I’ve loved the Craik Friendship quote (mistakenly ascribed to George Eliot in many places) for many years. When I found the quote about friendship in a letter by the extraordinary Jewish writer Bruno Schulz (who was also a painter, and was murdered by a Nazi officer in 1942 in his town of Drohobycz, Poland), I decided these two quotes might be good together in a painting.
(On a personal note, many times in my life, I hesitated whether to reveal a weakness to a new person with whom I wanted to be friends. In all such occasions, when I did reveal my weakness, it paid off and became the basis for a strong and long-lasting friendship.)
Here are the quotes:
Oh, the comfort, the inexpressible comfort of feeling safe with a person, having neither to weigh thoughts, nor measure words, but to pour them all out, just as they are, chaff and grain together, knowing that a faithful hand will take and sift them, keep what is worth keeping, and then, with a breath of kindness, blow the rest away.
Dinah M. Craik
[…] it’s good that you aren’t perfect […] people’s weakness delivers their souls to us, makes them needy. That loss of an electron ionizes them and renders them suitable for chemical bonding. Without flaws they would stay locked within themselves, not needing anything. It takes vices to give them flavor and attraction.

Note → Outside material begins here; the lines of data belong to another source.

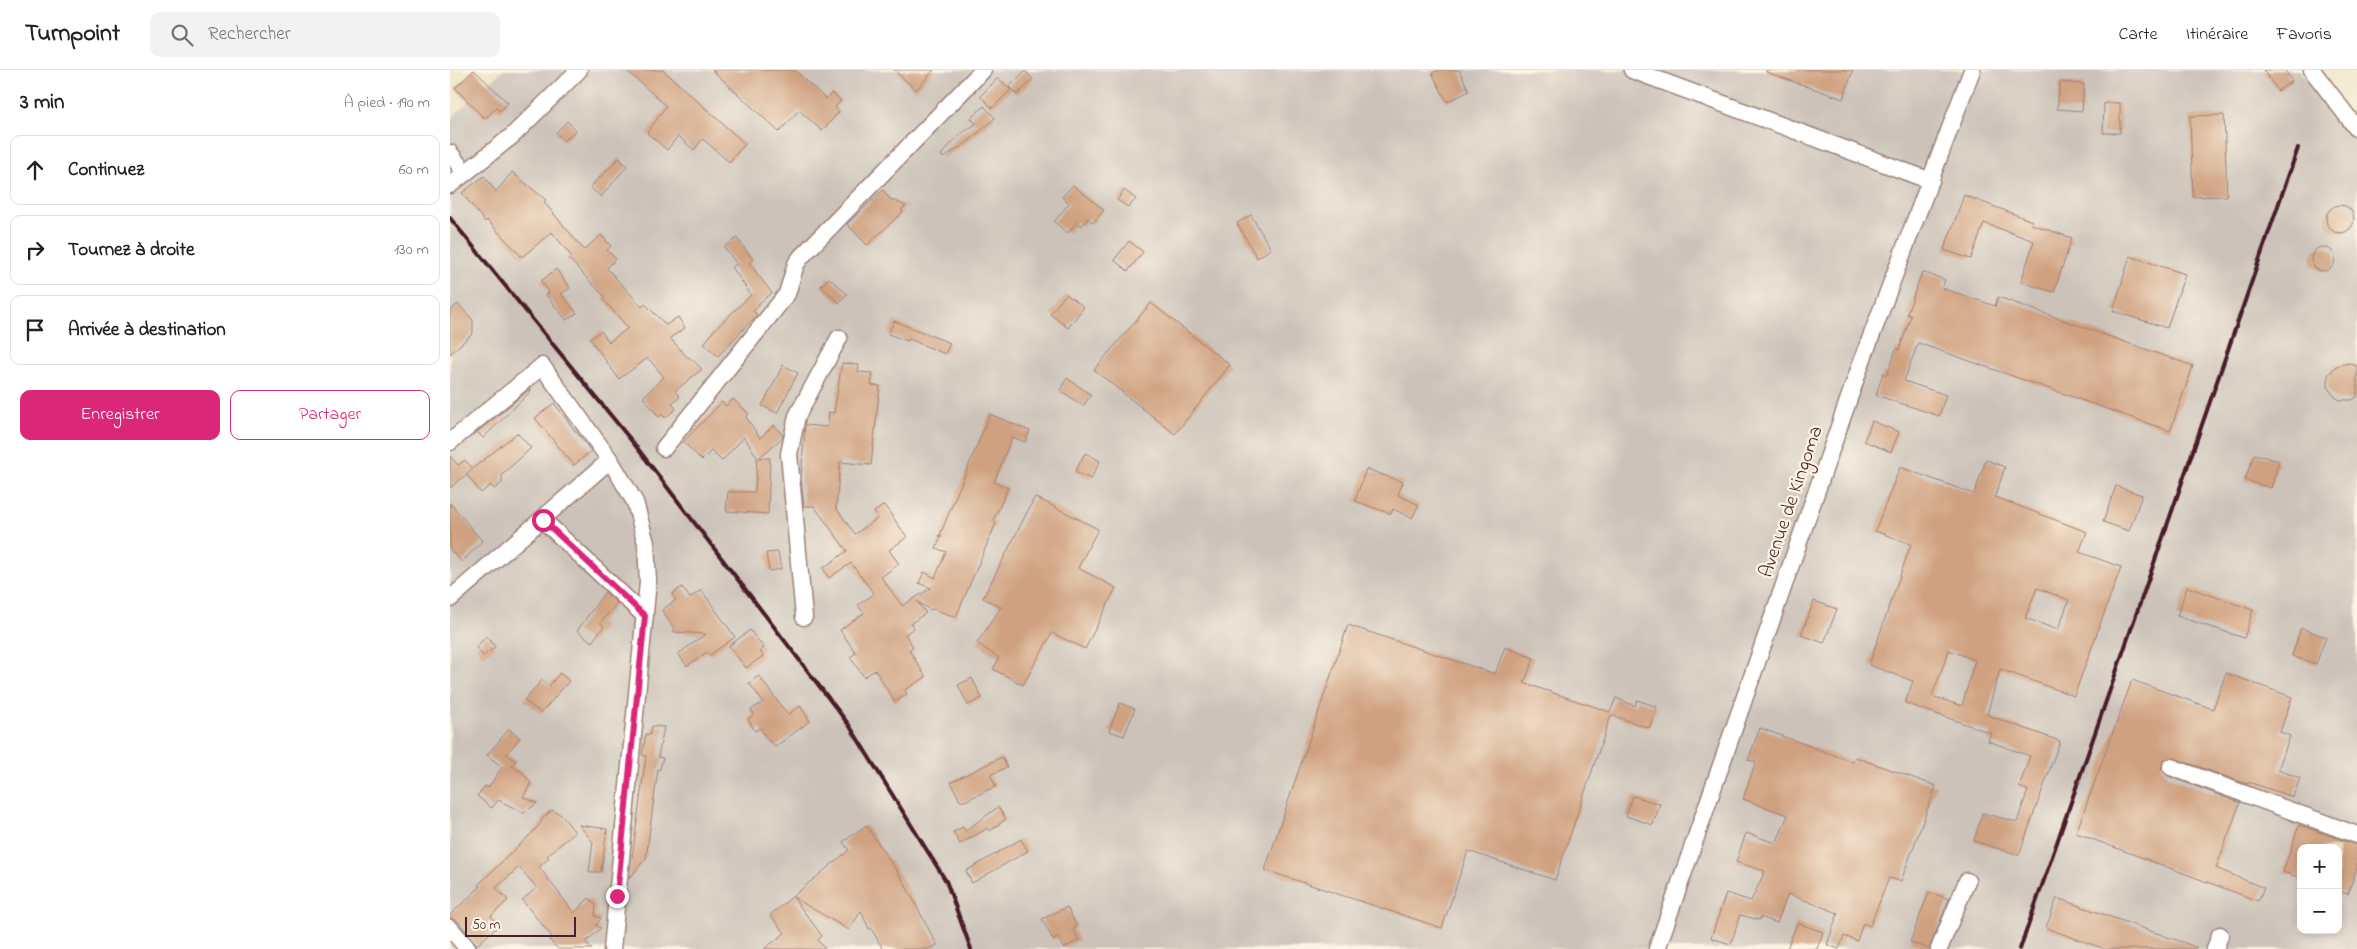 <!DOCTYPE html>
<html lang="fr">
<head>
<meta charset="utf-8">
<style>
  body { margin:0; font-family:"Indie Flower",sans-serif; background:#f2f2f2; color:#202124 }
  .controls { position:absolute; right:15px; bottom:15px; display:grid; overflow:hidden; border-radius:10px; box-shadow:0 2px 8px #0003 }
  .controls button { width:45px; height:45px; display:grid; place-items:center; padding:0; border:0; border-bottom:1px solid #e0e0e0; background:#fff; color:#202124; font:25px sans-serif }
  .scale { position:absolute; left:15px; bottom:12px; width:111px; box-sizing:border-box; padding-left:5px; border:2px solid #4a1f2b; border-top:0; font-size:14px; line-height:18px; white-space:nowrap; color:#4a1f2b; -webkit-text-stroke:4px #fcf5e5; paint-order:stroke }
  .stop { position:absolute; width:15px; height:15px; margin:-11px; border:4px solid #db2777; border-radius:50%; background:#fff }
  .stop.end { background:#db2777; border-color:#fff; box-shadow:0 1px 5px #0008 }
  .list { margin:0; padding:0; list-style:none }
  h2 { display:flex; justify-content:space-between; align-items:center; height:65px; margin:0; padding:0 20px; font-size:21px }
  h2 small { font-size:16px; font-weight:400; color:#757577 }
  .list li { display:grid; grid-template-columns:32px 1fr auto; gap:15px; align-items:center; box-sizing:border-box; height:70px; margin:0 10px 10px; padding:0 10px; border:1px solid #e0e0e0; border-radius:10px }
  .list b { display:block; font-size:19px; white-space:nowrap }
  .list em { font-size:16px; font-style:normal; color:#757577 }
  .actions { display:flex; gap:10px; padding:15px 20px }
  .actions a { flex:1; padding:11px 0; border:1px solid #db2777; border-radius:10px; text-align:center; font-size:18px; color:#db2777 }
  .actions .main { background:#db2777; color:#fff }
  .icon { flex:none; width:28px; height:28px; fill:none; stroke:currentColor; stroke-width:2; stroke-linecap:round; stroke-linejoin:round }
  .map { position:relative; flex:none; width:1907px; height:879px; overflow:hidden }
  header { display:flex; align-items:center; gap:30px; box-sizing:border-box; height:70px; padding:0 25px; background:#fff; border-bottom:1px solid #e0e0e0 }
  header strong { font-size:24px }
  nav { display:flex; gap:28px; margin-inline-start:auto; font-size:18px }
  .search { width:350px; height:45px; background:#f2f2f2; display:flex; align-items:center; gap:12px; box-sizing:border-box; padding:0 18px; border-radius:10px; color:#757577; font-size:19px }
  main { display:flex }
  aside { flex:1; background:#fff }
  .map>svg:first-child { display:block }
</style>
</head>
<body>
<header>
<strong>Turnpoint</strong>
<div class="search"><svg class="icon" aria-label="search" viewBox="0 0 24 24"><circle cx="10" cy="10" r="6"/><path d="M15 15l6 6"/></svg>Rechercher</div>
<nav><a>Carte</a><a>Itinéraire</a><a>Favoris</a></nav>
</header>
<main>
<aside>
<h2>3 min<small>À pied · 190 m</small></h2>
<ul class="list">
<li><svg class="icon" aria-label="ahead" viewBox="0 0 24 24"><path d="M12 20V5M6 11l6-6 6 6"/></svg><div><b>Continuez</b></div><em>60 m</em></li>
<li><svg class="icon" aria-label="right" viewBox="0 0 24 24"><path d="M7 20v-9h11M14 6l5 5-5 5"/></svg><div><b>Tournez à droite</b></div><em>130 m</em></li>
<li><svg class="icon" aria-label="arrive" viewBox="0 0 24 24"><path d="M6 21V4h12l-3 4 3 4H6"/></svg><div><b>Arrivée à destination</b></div></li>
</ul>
<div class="actions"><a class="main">Enregistrer</a><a>Partager</a></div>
</aside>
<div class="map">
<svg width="1907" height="879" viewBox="0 0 1907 879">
  <rect width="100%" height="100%" fill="#fcf5e5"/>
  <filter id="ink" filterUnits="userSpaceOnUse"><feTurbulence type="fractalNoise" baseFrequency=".02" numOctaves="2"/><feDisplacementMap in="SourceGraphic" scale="10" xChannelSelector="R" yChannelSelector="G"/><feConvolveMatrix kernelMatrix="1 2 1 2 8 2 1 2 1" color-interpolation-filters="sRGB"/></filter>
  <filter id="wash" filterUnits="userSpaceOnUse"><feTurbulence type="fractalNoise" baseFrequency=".0096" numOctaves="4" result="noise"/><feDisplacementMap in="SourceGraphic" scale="20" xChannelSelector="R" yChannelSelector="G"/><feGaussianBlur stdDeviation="1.12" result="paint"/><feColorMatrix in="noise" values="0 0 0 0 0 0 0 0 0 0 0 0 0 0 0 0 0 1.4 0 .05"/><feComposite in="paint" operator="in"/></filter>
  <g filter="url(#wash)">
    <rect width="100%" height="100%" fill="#efe3c4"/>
    <!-- industrial -->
    <path fill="#ccc2b9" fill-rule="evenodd" d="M 53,0 L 1849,0 L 1907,77 L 1907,879 L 0,879 L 0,49 ZM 1851,778 L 1888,778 L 1888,860 L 1851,860 Z"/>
    <g id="blocks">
      <!-- building -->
      <path fill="#cfa180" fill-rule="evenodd" d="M 24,0 L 58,33 L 50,41 L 46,38 L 37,47 L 33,47 L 5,18 Z
        M 176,0 L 213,0 L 295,74 L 279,92 L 253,69 L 244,80 L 228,66 L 217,80 L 197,63 L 216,36 Z
        M 262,0 L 344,0 L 376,29 L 382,23 L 391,31 L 385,37 L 389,42 L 372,61 L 349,40 L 329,62 Z
        M 444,0 L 484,0 L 466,20 Z
        M 989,0 L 1009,0 L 1019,21 L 997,32 L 982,3 Z
        M 1316,0 L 1403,0 L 1393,29 L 1316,2 Z
        M 1813,0 L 1835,0 L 1842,11 L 1828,21 Z
        M 575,1 L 583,9 L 567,25 L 559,17 Z
        M 548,8 L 561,20 L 542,38 L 530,26 Z
        M 1610,12 L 1634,14 L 1632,41 L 1607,39 Z
        M 1654,33 L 1670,33 L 1670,63 L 1653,63 Z
        M 534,36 L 545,48 L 518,72 L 493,88 L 491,85 L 510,64 L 526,54 L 521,48 Z
        M 1774,45 L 1777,126 L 1743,127 L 1740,46 Z
        M 117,51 L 126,60 L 114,71 L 106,63 Z
        M 169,88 L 177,96 L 151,127 L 140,117 Z
        M 62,102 L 96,130 L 94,132 L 134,180 L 151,165 L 161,176 L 157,180 L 166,189 L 157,198 L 192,237 L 195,234 L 216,255 L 228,247 L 235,258 L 220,268 L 238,288 L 239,287 L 252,299 L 225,321 L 230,327 L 222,333 L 226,339 L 215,348 L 212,344 L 209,347 L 193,327 L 214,307 L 198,288 L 169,309 L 140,269 L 151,261 L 159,272 L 178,258 L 153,229 L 155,227 L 119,189 L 122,187 L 102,162 L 72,187 L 37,150 L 35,152 L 12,123 L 34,106 L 46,122 Z
        M 623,115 L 654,140 L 643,153 L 638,148 L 632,156 L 627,152 L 618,163 L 604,152 L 619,133 L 612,127 Z
        M 433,120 L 440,129 L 456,136 L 451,140 L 453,142 L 417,175 L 397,154 Z
        M 674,120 L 686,129 L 678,137 L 667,130 Z
        M 1514,125 L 1582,151 L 1581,154 L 1622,168 L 1604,222 L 1571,212 L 1584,171 L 1534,153 L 1521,189 L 1494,180 Z
        M1876 149a14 14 0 1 1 28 0a14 14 0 1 1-28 0Z
        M 801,145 L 821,179 L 807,188 L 787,153 Z
        M 287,168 L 303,190 L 299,193 L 322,223 L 308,234 L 310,235 L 303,241 L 307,245 L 268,286 L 254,274 L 264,260 L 301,225 L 282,197 L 287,194 L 274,177 Z
        M 679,171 L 693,182 L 678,201 L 664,190 Z
        M1861 189a12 12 0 1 1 24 0a12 12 0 1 1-24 0Z
        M 1680,186 L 1735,204 L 1717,258 L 1663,241 Z
        M 106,199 L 120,218 L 111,224 L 127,243 L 116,250 L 96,225 L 99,222 L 91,211 Z
        M 1472,202 L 1495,210 L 1492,218 L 1545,236 L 1548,227 L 1743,296 L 1720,361 L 1468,273 L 1454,311 L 1496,325 L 1489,346 L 1426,325 L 1433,303 L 1437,305 L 1446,279 L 1449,280 L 1461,246 L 1457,244 Z
        M 379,208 L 397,224 L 389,233 L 371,216 Z
        M 616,224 L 634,237 L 618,258 L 600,244 Z
        M 701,233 L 780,295 L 725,364 L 644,300 Z
        M 8,234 L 23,250 L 23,263 L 0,284 L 0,241 Z
        M 444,251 L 500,273 L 495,284 L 459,269 L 458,271 L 438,264 Z
        M 392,293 L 409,295 L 408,302 L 423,303 L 421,315 L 430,316 L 421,395 L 390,392 L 386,438 L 405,464 L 428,448 L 424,442 L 434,435 L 457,467 L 439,480 L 449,494 L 431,507 L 452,536 L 481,518 L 469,513 L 474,502 L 485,508 L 496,482 L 486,478 L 492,465 L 489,467 L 540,344 L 580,361 L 575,372 L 562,367 L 544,412 L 558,418 L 543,451 L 546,453 L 506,547 L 483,539 L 480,540 L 467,531 L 476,543 L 461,553 L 464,558 L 455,564 L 463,577 L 459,580 L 476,607 L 455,620 L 457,624 L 445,632 L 425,600 L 414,607 L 400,587 L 406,583 L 390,560 L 414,543 L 408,535 L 424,524 L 401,493 L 379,508 L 373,498 L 397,481 L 364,436 L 354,436 L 351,409 L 355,355 L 378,357 L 379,342 L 384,343 Z
        M 1898,293 L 1907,296 L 1907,327 L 1902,330 L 1890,330 L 1885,327 L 1878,318 L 1878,305 L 1886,296 Z
        M 333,295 L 348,303 L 327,343 L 312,336 Z
        M 617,308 L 641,325 L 633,336 L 610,320 Z
        M 80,319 L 81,321 L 33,368 L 27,362 Z
        M 283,329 L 299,344 L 296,347 L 310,368 L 324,355 L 333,365 L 332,368 L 309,388 L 320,388 L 318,444 L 276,441 L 278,422 L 305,422 L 307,388 L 308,388 L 294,367 L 272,391 L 261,381 L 252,390 L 233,372 L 272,332 L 276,336 Z
        M 104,333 L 141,381 L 124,395 L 85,348 Z
        M 1422,351 L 1449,362 L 1441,382 L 1414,371 Z
        M 67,363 L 81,378 L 52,405 L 52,413 L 44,419 L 41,415 L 31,423 L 16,404 Z
        M 635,383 L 650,391 L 641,409 L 625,402 Z
        M 1804,384 L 1829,391 L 1821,418 L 1795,410 Z
        M 0,386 L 8,395 L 15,390 L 23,399 L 0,418 Z
        M 1536,390 L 1555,397 L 1545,427 L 1637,462 L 1629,482 L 1671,497 L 1624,626 L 1550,599 L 1537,645 L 1610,671 L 1569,785 L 1524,771 L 1532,743 L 1567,752 L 1578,720 L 1569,717 L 1580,686 L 1538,671 L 1541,663 L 1455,633 L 1463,611 L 1419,595 L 1461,474 L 1425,461 L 1450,397 L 1524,424 ZM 1587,518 L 1619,530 L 1608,560 L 1575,548 ZM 1499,580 L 1525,590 L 1512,636 L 1482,626 Z
        M 916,399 L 953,412 L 948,425 L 969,435 L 962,448 L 943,439 L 941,444 L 905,431 Z
        M 1666,416 L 1692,425 L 1679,461 L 1653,452 Z
        M 585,427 L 648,459 L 628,498 L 666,518 L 635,579 L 602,563 L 573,615 L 543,599 L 549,588 L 527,573 L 551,537 L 533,528 Z
        M 0,433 L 32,471 L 12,492 L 0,480 Z
        M 328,482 L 331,499 L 319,501 L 316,483 Z
        M 232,517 L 240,528 L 251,520 L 285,567 L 260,585 L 257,582 L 237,596 L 228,584 L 256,564 L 224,562 L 224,558 L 212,540 L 226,530 L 222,524 Z
        M 1737,517 L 1803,540 L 1794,568 L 1727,546 Z
        M 155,522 L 167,533 L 150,553 L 154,556 L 142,572 L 127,561 Z
        M 1364,531 L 1387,539 L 1374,573 L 1351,565 Z
        M 898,555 L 1045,604 L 1055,577 L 1084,588 L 1074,613 L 1160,642 L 1166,628 L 1185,636 L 1187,630 L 1207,637 L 1199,658 L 1161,645 L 1105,810 L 1018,781 L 992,858 L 815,800 Z
        M 1851,558 L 1876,567 L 1866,594 L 1842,586 Z
        M 300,560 L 314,578 L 310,581 L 313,586 L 296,598 L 279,576 Z
        M 37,566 L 45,577 L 33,586 L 26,577 Z
        M 110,603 L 119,611 L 91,643 L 74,630 L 92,610 L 99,616 Z
        M 1776,603 L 1842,627 L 1830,662 L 1840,666 L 1828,700 L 1850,708 L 1843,727 L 1798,712 L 1797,714 L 1724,688 L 1714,690 L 1711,698 L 1718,706 L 1790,733 L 1766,798 L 1814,818 L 1808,831 L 1626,763 L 1682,610 L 1763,639 Z
        M 309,606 L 338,645 L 350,636 L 360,651 L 325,677 L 321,671 L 319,672 L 310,658 L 305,661 L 298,649 L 304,645 L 301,640 L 313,632 L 299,613 Z
        M 522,608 L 532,628 L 518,635 L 508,615 Z
        M 670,633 L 685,639 L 674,666 L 659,661 Z
        M 202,656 L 214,657 L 208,687 L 213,688 L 210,699 L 208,699 L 196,788 L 179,809 L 196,686 L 192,685 L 196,664 L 200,665 Z
        M 1310,658 L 1403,692 L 1405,687 L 1486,716 L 1451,811 L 1439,808 L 1420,856 L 1413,853 L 1407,871 L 1394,866 L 1389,879 L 1377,875 L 1388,843 L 1338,824 L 1327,853 L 1310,847 L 1310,850 L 1290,845 L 1281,874 L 1261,868 L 1276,823 L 1301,831 L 1315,801 L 1286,792 L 1296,763 L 1326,773 L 1338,745 L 1293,729 L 1306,692 L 1298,690 Z
        M 59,659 L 70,668 L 56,684 L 66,691 L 62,696 L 72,702 L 81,713 L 73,727 L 87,733 L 74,743 L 48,730 L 42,738 L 27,726 L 35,716 L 38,718 L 52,697 L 37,685 Z
        M 552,687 L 557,697 L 540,705 L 546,716 L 515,731 L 510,731 L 501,712 Z
        M 1183,726 L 1210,734 L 1203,755 L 1176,746 Z
        M 548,737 L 556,749 L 540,761 L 538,758 L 510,774 L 503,762 L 513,757 L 515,761 Z
        M 102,740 L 111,745 L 125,762 L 97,786 L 99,788 L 89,797 L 124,843 L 139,828 L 146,835 L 145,846 L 151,848 L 146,856 L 151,858 L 136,872 L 142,879 L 108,879 L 99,870 L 102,867 L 72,830 L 87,818 L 69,797 L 46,818 L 58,830 L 41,846 L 49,855 L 27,875 L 8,851 L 0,848 L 0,845 L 30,817 L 28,815 L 85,760 L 92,751 L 91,750 Z
        M 129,755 L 157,759 L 151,802 L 139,802 L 143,772 Z
        M 416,755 L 454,812 L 487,875 L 479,879 L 433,879 L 421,858 L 419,859 L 411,841 L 399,860 L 343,827 L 372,866 L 368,870 L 375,879 L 314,879 L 335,863 L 320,845 L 399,780 L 393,772 Z
        M 1849,755 L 1907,775 L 1907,798 L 1898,824 L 1888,821 L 1888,778 L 1851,778 L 1851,808 L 1833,802 Z
        M 571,769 L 578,781 L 522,813 L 516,801 Z
        M 1479,822 L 1499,829 L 1479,879 L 1460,872 Z
        M 1607,828 L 1746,877 L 1746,879 L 1655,879 L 1596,858 Z
        M 617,837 L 627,857 L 623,859 L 629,870 L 614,878 L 608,868 L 603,870 L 592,849 Z
        M 1347,853 L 1373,862 L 1367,879 L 1337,879 Z"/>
    </g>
  </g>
  <g filter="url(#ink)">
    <use href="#blocks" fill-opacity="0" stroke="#9c8178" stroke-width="1"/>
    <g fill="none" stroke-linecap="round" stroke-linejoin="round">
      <defs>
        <path id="minor" d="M 1182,0 L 1481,111
          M 1862,0 L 1907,59
          M 0,83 L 15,103
          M 0,115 L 62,66 L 129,0
          M 0,372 L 92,296 L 160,390 L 185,432 L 196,473 L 198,512 L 162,879
          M 214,378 L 337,224 L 346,194 L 351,187 L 533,0
          M 93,450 L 195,546
          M 0,529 L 160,390
          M 354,547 L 339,384 L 347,346 L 389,268
          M 1721,697 L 1907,765
          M 0,858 L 18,879
          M 1207,879 L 1413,288 L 1522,0
          M 1489,879 L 1517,811
          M 1765,879 L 1770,865"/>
      </defs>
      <!-- minor casing -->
      <use href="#minor" stroke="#9c8178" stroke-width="19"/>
      <!-- minor -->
      <use href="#minor" stroke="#fff" stroke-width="16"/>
      <!-- rail -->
      <path stroke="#4a1f2b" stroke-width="4" d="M 0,148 L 185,375 L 399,655 L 496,811 L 521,879
        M 1570,879 L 1848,78"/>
    </g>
  </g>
  <g fill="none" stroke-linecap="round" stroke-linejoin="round" filter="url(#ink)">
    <!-- route -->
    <path stroke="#db2777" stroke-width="6" d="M 93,450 L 195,546 L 167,826"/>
  </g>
  <g text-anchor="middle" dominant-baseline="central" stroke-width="4.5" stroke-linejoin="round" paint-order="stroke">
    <!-- street labels -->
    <g font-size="20" fill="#4a1f2b" stroke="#fcf5e5">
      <text transform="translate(1342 432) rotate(-71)">Avenue de Kingoma</text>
    </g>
  </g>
</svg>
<div class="controls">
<button>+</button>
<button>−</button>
</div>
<div class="scale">50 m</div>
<div class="stop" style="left:93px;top:450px"></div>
<div class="stop end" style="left:167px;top:826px"></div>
</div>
</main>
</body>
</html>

Bruno Schulz in a letter to his friend Tadeusz Breza, 1934.
From the book Letters and Drawings of Bruno Schulz, translated by Walter Arndt,
Harper and Row Publishers
The painting tries to hint at the process described by Schulz as “ionization”, the transfer of an electron from one atom to another, which binds the two atoms into one molecule.
The patterns around the two “atoms” are all made of geometrical shapes interconnected to create two or more different shapes.
This print has been printed in the giclée technique, by Tony Molatore of The Berkeley
Giclee, on an archival 100% rag paper. Colors are non-fading, for at least 85 years.